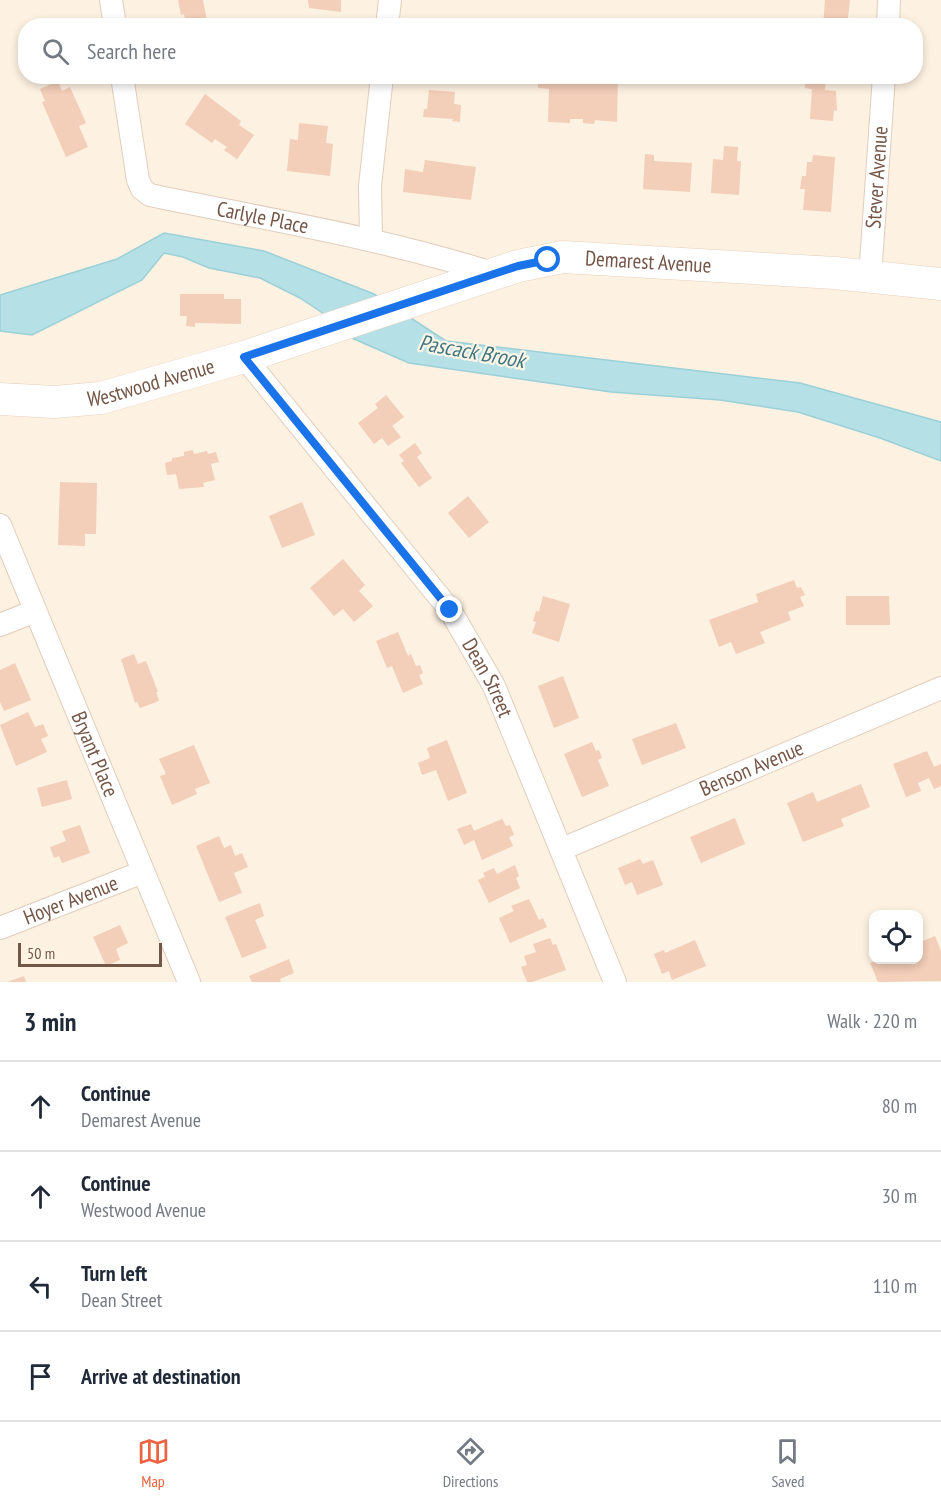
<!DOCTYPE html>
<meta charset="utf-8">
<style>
:root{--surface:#fff;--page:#f2f2f3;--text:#1f2937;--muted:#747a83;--line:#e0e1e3;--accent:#ea6443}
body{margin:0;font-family:"PT Sans Narrow",sans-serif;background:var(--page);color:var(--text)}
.controls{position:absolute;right:18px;bottom:18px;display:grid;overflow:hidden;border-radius:12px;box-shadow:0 3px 9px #0003}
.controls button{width:54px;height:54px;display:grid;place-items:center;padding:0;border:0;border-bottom:2px solid var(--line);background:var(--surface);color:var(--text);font:30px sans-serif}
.scale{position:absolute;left:18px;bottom:15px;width:144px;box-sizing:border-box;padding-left:6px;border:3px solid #745647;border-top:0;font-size:16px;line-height:21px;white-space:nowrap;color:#745647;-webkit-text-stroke:4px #fff5e7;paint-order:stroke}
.stop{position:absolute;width:18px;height:18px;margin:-14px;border:4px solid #1a73e8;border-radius:50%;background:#fff}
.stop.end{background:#1a73e8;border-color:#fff;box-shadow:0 2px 6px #0008}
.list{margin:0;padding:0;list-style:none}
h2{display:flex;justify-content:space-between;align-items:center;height:78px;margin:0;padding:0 24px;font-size:26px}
h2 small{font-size:20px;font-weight:400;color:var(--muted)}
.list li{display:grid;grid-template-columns:39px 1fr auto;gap:18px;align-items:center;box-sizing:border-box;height:90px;padding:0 24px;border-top:2px solid var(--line)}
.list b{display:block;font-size:22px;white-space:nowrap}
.list p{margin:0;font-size:20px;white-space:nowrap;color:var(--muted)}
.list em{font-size:20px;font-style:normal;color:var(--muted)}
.icon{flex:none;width:33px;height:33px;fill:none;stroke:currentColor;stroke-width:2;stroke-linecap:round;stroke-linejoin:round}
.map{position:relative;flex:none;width:941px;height:982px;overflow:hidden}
.search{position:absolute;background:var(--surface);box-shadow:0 3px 9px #0003;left:18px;right:18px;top:18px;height:66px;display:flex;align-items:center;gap:15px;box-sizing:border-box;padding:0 21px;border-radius:24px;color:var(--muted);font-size:22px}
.sheet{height:438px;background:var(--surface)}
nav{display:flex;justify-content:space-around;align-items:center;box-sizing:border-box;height:84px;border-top:2px solid var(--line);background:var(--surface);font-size:16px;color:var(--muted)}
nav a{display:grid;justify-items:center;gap:3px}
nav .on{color:var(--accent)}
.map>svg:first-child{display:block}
</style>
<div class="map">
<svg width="941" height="982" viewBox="0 0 941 982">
<rect width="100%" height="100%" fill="#fdf1e1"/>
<polygon fill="#b5e0e6" stroke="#9bd0d8" stroke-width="1.5" points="164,233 264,251 374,294 446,341 800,383 941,422 941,461 880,438 798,412 720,400 611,392 409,363 354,339 324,314 300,298 260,278 209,268 183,257 164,253 142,280 32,335 0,331 0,295 117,259"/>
<g fill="#f3ceb8">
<polygon points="178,0 203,0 208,26 186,26 184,14 181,15"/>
<polygon points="308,0 341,0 341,12 309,8"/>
<polygon points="825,0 850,0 847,26 823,26"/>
<polygon points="612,76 618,78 617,122 595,120 594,124 583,123 583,119 570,119 570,123 548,122 549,89 538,88 538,77"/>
<polygon points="809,76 833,76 832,82 826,81 825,90 836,91 837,111 834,110 833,121 810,119 812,89 805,88 805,79 809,79"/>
<polygon points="58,81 62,91 70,87 86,123 79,126 88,147 66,157 42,102 45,101 40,89"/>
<polygon points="429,90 455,92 454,104 461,105 460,122 452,121 453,119 423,117 424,109 427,109"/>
<polygon points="205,94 241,121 239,125 254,135 237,159 224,150 227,147 215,139 212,143 185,124"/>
<polygon points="299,123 328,126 326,143 333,144 330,176 287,171 290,139 298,140"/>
<polygon points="724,146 738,147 737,161 741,161 739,195 711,193 713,159 723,160"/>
<polygon points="645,154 654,155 654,161 692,163 690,192 643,189"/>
<polygon points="813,155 835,157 831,212 803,210 805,189 800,189 802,176 806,176 807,162 812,162"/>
<polygon points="425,160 476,167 471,200 403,192 405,169 423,172"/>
<polygon points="180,294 224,294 224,299 241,299 241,324 195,323 195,327 186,326 187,316 180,316"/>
<polygon points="386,395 404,417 392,426 401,437 388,446 382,438 374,444 358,423 378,408 375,404"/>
<polygon points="415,443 422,453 417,457 432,478 419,487 401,463 404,461 399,455"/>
<polygon points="193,450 194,454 207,451 208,454 216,452 219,462 211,464 215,480 203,483 204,487 179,489 176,474 167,475 165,463 172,461 172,458 184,456 184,452"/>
<polygon points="60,482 97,483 96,534 85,534 85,546 58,545"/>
<polygon points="468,496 489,522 469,538 448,513"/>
<polygon points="302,502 315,535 282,548 269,516"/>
<polygon points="343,559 365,585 359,591 373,606 354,622 343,609 334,616 310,588"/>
<polygon points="794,580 797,588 801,587 805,595 800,597 804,606 788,612 791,620 760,632 765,643 736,654 731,642 719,647 709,620 758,602 756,594"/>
<polygon points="543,596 570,604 559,642 532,633 536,622 533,621 536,611 539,612"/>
<polygon points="846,596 889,596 890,625 846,625"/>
<polygon points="398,632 408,656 411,654 416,666 420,665 423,673 419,675 423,684 403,693 392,666 387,668 376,641"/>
<polygon points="134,654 138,664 146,661 158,692 156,692 159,701 140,708 137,702 135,703 121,659"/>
<polygon points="15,663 31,700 4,711 0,702 0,670"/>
<polygon points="563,676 579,718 554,728 538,686"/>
<polygon points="28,712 35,727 43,724 48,736 41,739 47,752 16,766 0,725"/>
<polygon points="676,723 686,748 642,765 632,739"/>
<polygon points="447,740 467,793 448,801 436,770 422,775 418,763 430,758 427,748"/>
<polygon points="592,742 596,751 599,750 602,758 598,760 609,786 582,797 564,754"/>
<polygon points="194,745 210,783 195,789 197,794 172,805 160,776 166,774 159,759"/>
<polygon points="927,751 934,767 941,764 941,786 934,789 929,778 918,783 921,791 906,797 893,764"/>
<polygon points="67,780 72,799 42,807 37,788"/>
<polygon points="861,784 870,807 841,819 844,826 803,842 787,803 813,792 817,802"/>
<polygon points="735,818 745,844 701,863 690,837"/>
<polygon points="502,819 506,826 510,825 514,835 509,837 513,846 482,860 474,840 464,845 457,829 471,824 474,831"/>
<polygon points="80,825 90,853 62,863 59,856 54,858 50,847 66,841 62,831"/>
<polygon points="219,836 224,848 231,845 235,856 242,853 248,867 234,873 242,893 219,902 196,846"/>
<polygon points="640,859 643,864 653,860 663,885 637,895 632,882 625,885 618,868"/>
<polygon points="515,865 519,876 516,878 520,888 489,903 478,880 485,877 483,873 494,868 497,874"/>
<polygon points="529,899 539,920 543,918 547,927 510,943 499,918 514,911 511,906"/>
<polygon points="260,903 264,916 255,920 267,948 242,958 225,917"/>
<polygon points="120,925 128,943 116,949 120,960 106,966 93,937"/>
<polygon points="935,936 941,951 941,981 878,982 870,963 878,960 918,960 918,943"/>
<polygon points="550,938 553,945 556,944 566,970 532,982 527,982 521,967 527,965 524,956 536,952 533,944"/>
<polygon points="695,940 706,966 672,980 669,971 662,974 654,954 664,950 665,953"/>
<polygon points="289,959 294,973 280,979 281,982 252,982 249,976"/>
<polygon points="24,976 26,982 7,982"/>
</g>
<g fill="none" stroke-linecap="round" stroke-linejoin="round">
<g stroke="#e1cdbd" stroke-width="24">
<g id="street">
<polyline points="111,0 115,26"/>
<polyline points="387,26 390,0"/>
<polyline points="888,26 889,0"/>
<path id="s1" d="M122 76 138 180 142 189 150 195C265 219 383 238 495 274"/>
<polyline points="371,240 370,186 382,76"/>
<path id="s2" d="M870 277 884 76"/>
<path id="s3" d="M244 357 450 610 494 686 615 982"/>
<path id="s4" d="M0 525 189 982"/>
<polyline points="0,625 35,611"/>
<path id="s5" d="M562 849 941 688"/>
<path id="s6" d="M0 928 143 872"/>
</g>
</g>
<g stroke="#e8d0bc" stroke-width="33">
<g id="secondary">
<path id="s7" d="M0 399 54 402 101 398 244 357 518 266 563 257 835 273 941 284"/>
</g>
</g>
<use href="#street" stroke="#fff" stroke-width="22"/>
<use href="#secondary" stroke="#fff" stroke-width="32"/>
</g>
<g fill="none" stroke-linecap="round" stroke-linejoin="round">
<polyline stroke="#1a73e8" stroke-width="8" points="450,610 244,357 518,266 548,260"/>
</g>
<g text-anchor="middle" stroke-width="4.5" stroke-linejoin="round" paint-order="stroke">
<g font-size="21" fill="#745647" stroke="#fff5e7">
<text dy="7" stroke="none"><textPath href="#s2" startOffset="100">Stever Avenue</textPath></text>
<text dy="7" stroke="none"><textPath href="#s1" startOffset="240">Carlyle Place</textPath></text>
<text dy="7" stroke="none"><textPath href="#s7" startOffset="670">Demarest Avenue</textPath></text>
<text dy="7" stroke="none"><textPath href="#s7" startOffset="153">Westwood Avenue</textPath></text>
<text dy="7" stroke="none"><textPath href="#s3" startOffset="404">Dean Street</textPath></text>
<text dy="7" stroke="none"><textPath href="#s4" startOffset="248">Bryant Place</textPath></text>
<text dy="7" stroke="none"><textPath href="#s5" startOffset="206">Benson Avenue</textPath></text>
<text dy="7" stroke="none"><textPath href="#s6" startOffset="76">Hoyer Avenue</textPath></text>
</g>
<g font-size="22" font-style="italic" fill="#3e7781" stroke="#fff5e7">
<text transform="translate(472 351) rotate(10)" y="8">Pascack Brook</text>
</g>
</g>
</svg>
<div class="controls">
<button><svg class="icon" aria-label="locate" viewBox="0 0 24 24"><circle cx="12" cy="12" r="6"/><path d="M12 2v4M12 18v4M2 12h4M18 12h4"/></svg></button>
</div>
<div class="scale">50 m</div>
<div class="stop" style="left:548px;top:260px"></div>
<div class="stop end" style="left:450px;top:610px"></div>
<div class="search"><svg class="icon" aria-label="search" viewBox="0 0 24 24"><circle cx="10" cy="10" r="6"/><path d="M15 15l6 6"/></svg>Search here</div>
</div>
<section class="sheet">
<h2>3 min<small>Walk · 220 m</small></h2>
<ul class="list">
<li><svg class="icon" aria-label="ahead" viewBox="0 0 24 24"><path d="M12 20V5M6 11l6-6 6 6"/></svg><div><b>Continue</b><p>Demarest Avenue</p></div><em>80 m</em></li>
<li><svg class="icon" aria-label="ahead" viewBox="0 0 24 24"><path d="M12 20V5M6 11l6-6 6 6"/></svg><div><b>Continue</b><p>Westwood Avenue</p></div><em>30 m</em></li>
<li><svg class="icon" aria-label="left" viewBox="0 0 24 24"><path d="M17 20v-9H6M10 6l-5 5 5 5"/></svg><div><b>Turn left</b><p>Dean Street</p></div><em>110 m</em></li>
<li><svg class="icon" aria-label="arrive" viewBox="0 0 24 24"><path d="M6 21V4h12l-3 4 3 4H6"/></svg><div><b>Arrive at destination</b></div></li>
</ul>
</section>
<nav>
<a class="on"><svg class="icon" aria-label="map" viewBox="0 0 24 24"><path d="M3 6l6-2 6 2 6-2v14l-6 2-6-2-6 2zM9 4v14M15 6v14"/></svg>Map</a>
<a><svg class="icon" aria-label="directions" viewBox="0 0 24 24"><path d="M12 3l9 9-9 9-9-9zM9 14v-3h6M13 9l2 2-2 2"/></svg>Directions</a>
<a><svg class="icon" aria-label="saved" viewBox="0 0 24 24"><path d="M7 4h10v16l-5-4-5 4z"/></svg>Saved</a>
</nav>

__________________________________________________

Task prompt
Repeat exactly the lines from the one containing "6 2 6-2v14l-6" through the last line of the records above, both included, and nothing else.

Answer section
<a class="on"><svg class="icon" aria-label="map" viewBox="0 0 24 24"><path d="M3 6l6-2 6 2 6-2v14l-6 2-6-2-6 2zM9 4v14M15 6v14"/></svg>Map</a>
<a><svg class="icon" aria-label="directions" viewBox="0 0 24 24"><path d="M12 3l9 9-9 9-9-9zM9 14v-3h6M13 9l2 2-2 2"/></svg>Directions</a>
<a><svg class="icon" aria-label="saved" viewBox="0 0 24 24"><path d="M7 4h10v16l-5-4-5 4z"/></svg>Saved</a>
</nav>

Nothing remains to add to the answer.